Filiz hanım, öncelikle sizi tanıyarak markanızın kuruluş sürecini dinleyebilir miyiz?
1980 yılında İstanbul’da doğdum. Eğitim hayatımı turizm otel işletmeciliği ve halkla ilişkiler dallarında eğitim alarak tamamladım. Yıllarca severek yaptığım sofra tasarımlarımı, Maybella markasıyla pandemi döneminde geniş kitlelere ulaştırabilmek adına “Gelenekselliğin Modern Hali” anlayışı ile bu sektöre giriş yaptım.
Sunduğunuz ürünlerle hem şık hem de zarif evler yaratıyorsunuz. Markanızın farkları nelerdir?
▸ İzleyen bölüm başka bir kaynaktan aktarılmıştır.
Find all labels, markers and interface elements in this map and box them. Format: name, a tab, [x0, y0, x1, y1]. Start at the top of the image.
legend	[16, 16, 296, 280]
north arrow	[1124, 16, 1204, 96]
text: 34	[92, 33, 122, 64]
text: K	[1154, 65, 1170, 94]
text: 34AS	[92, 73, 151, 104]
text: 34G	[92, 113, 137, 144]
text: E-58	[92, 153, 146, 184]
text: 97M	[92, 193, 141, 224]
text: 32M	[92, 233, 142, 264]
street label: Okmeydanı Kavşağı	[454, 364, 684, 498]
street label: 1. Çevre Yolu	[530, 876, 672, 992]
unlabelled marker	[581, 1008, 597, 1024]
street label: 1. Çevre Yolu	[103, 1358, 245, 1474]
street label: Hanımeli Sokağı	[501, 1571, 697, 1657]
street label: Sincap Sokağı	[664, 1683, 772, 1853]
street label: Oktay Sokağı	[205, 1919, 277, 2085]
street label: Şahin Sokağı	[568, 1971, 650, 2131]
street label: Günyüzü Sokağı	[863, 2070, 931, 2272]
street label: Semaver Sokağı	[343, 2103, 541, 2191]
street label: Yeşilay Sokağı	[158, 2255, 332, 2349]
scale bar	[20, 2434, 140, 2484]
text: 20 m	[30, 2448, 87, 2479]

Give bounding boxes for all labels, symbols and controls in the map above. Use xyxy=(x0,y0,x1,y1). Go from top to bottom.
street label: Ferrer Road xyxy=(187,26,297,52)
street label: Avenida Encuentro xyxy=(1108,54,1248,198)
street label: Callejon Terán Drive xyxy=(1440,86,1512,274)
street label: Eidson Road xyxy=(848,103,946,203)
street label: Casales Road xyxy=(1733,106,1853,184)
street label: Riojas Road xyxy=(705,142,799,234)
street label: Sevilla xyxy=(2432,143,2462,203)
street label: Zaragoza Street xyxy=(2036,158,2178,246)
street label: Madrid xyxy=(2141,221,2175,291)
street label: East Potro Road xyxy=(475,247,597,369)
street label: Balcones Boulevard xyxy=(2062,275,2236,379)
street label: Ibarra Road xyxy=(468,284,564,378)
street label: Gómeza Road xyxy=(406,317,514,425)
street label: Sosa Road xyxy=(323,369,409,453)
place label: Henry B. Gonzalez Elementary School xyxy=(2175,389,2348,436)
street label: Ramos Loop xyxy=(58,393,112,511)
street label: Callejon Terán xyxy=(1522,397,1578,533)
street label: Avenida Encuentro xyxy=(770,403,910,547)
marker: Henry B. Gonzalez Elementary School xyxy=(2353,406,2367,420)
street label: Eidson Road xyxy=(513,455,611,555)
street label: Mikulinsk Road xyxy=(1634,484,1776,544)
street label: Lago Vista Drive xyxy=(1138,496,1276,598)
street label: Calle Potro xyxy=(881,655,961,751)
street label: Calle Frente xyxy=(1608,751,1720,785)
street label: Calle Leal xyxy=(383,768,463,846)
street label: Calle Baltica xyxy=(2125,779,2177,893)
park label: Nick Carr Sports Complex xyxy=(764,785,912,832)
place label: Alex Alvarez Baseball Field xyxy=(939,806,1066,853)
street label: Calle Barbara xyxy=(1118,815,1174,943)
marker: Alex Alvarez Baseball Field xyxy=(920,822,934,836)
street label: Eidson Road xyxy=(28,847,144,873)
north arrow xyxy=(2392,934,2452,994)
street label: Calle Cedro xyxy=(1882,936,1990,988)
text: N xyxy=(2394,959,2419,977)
Tasarımlarımın temelini üç ana materyal olan mermer, bakır ve gümüş oluşturmaktadır. Kendine özgü tasarımlar isteyen kişiler için çalışmalar yapmaktayım. Ürünleri tasarlarken ilk hedefim şık ve işlevsel olması ve kaliteden ödün vermemek. Görsellik her ne kadar önemli olsa da kalite benim için ilk sırada yer alır. Maybella tasarımları kendi içinde bir bütünü oluştururken, aynı zamanda ayrı ayrı parçaların bir araya gelmesi ile geniş bir ürün yelpazesine sahip. Mermer objeler, tasarım bakır objeler ve gümüş aksesuar sunum servisleri bu senenin trendleri olarak ön plana çıkıyor.
Yeni yıl zamanında sofra düzenlemeleri de oldukça önemli. Sizce şık bir sofra nasıl hazırlanmalı?
Yeni yıl yaklaşırken sofra düzenlemeleri şüphesiz ön planda. Bir sofranın ahengi tüm hikâyeyi yansıtır aslında. Genel anlamda görselliği ön plana çıkarırken uyum, düzen, objelerle renklendirme, ışıklandırma ve olmazsa olmaz olan çiçeklendirme dikkat etmemiz gereken noktalardır. En keyifli sofralar bir bütünlük içerisinde ailemiz ve sevdiklerimizle oturduğumuz sofralardır.
Son olarak hedeflerinizi öğrenebilir miyiz?
Maybella olarak şimdiye kadar çok iyi gittiğimizi söyleyebilirim. Birçok franchise teklifi aldık ancak şu anda ana şubemize odaklanmak ve tüm enerjimizi oraya harcamak istiyoruz. İlerleyen dönemde bu teklifleri değerlendirebiliriz. Hedefimiz Maybella markasını en çok bilinen markalardan birisi yapmak. Sofra tasarımı denilince akla Maybella markasının gelmesini istiyorum.